Silence général dans la salle.
— Ah oui, forcément, « tout le monde ment », hein, c’est votre truc, ça ?
— Poursuivez.
Bref, lorsqu’elle arrive à l’hôpital, Jenny est confuse, somnolente, prise de mouvements myocloniques, elle se plaint de douleurs thoraciques et a du mal à respirer.
— C’est quoi, des mouvements myocloniques ? interroge Pitt.
— C’est le mot savant pour des tremblements. Je sens qu’on n’a pas fini avec vous, pour ce qui est des explications. Bon. Pitt, vous allez faire le naïf, celui qui n’y connaît rien. Comme juriste, on ne peut pas vous le reprocher. Si ce n’est pas clair pour vous, cela ne le sera pour personne !
— Je peux faire un commentaire ? Ça aussi, ce sont des témoignages ! lance Pitt.
— Non, ça, ce sont des informations médicales.
— Aux urgences, les analyses sanguines ne trouvent pas de consommation de cannabis, mais…
— Ah bon ? Tiens, ça m’étonne. Je croyais qu’en boîte…
Marie ne relève pas
— … mais une légère alcoolisation à un gramme par litre, sans…

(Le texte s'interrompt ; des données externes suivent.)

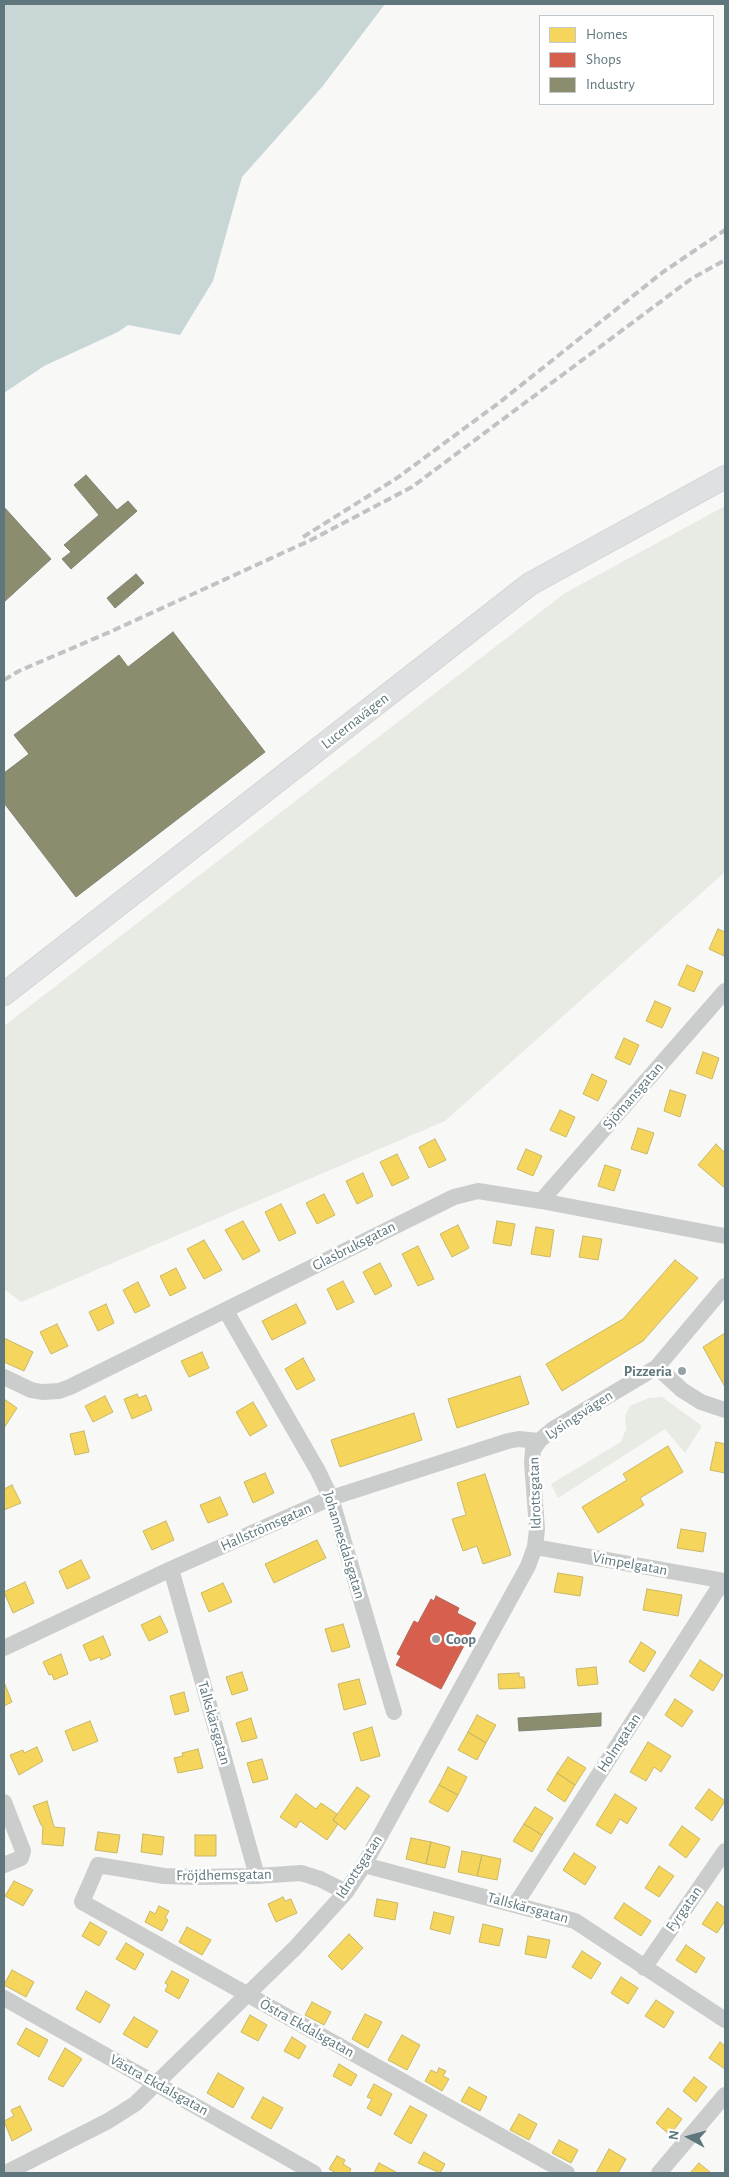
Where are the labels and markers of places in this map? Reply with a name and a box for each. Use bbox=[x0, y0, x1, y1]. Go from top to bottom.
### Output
place label: Pizzeria bbox=[624, 1362, 672, 1380]
marker: Pizzeria bbox=[676, 1365, 688, 1377]
place label: Coop bbox=[446, 1630, 476, 1648]
marker: Coop bbox=[430, 1633, 442, 1645]

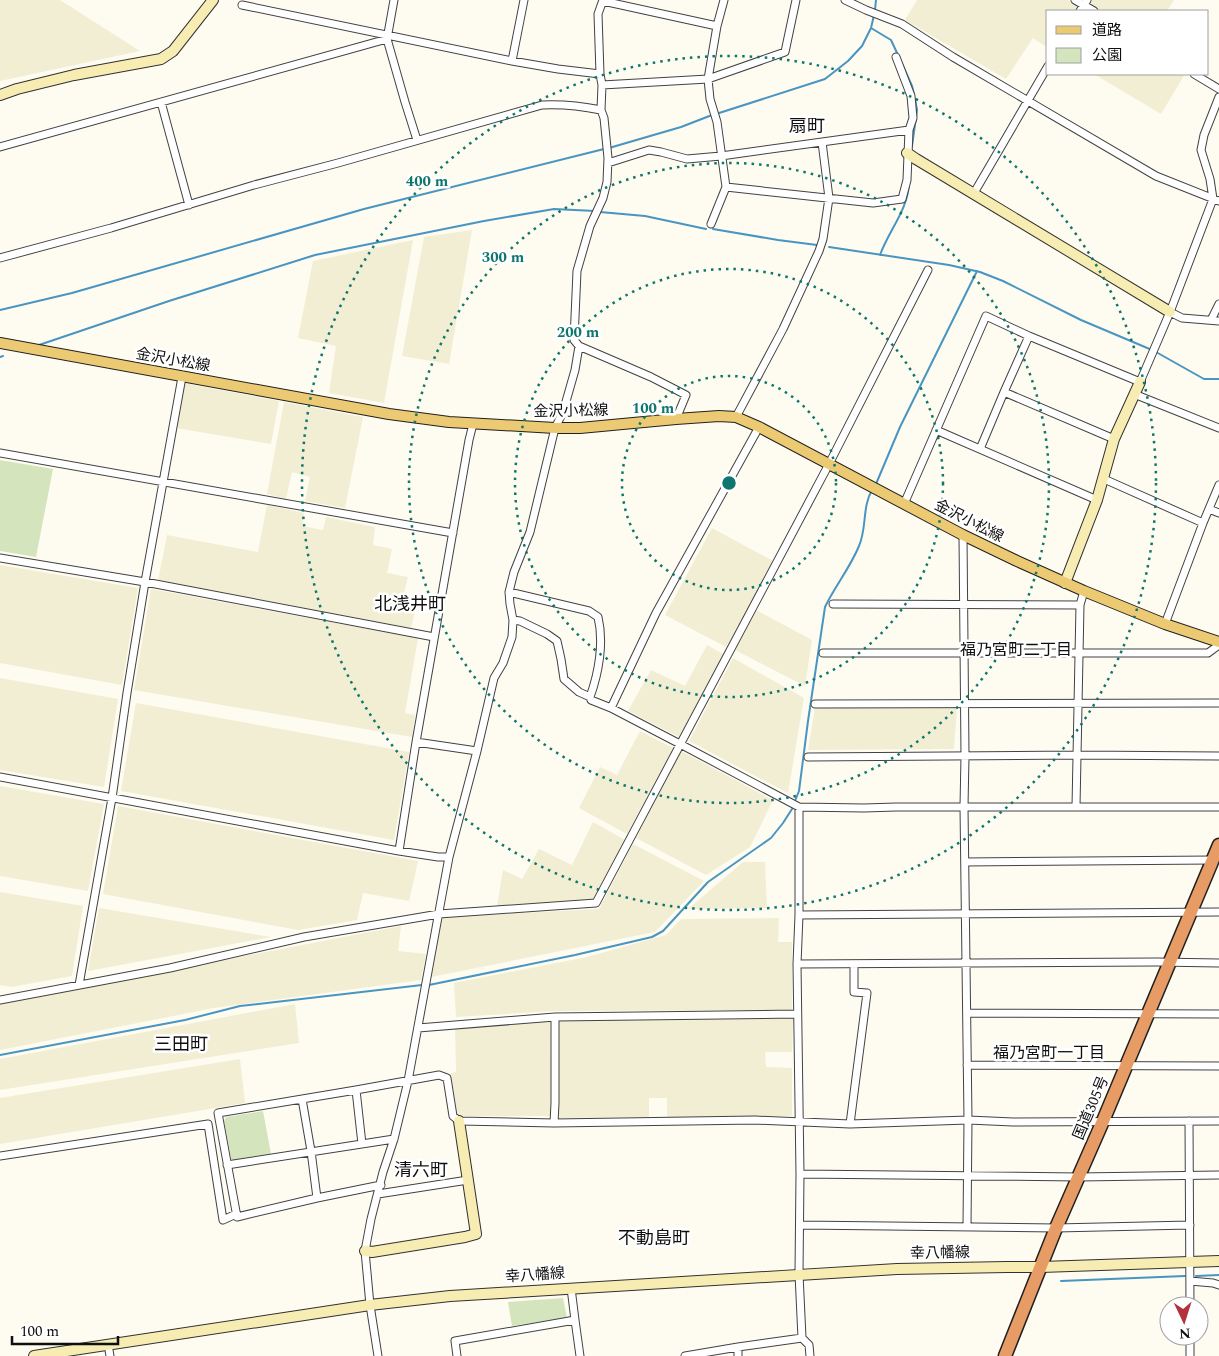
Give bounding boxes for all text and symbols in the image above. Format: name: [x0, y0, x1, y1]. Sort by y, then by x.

— Oui, c’est ça ! J’me disais bien que j’oubliais quelque chose ! En plus du sexe, de la drogue et des trafiquants, dans les boîtes, il y a de l’alcool ! Mais là, par contre, c’est pas dangereux, c’est bien connu… surtout à un gramme par litre.
— … sans autre signe biologique anormal. Jenny est placée sous surveillance. Sans traitement.
Marie marque une pause. Toujours aucun commentaire dans la salle.
— Selon le dossier, la sortie de crise est difficile, elle est confuse, agressive, s’oppose au personnel. Les infirmiers de psychiatrie interviennent. Puis c’est le retour au calme.
— On peut faire des hypothèses ou c’est trop tôt ?
— Attendez, ce n’est pas fini, s’exclame Marie. Comme les médecins ne trouvent rien d’anormal, Jenny rentre chez sa mère en fin d’après-midi. Fatiguée, elle ne mange rien, ne boit rien.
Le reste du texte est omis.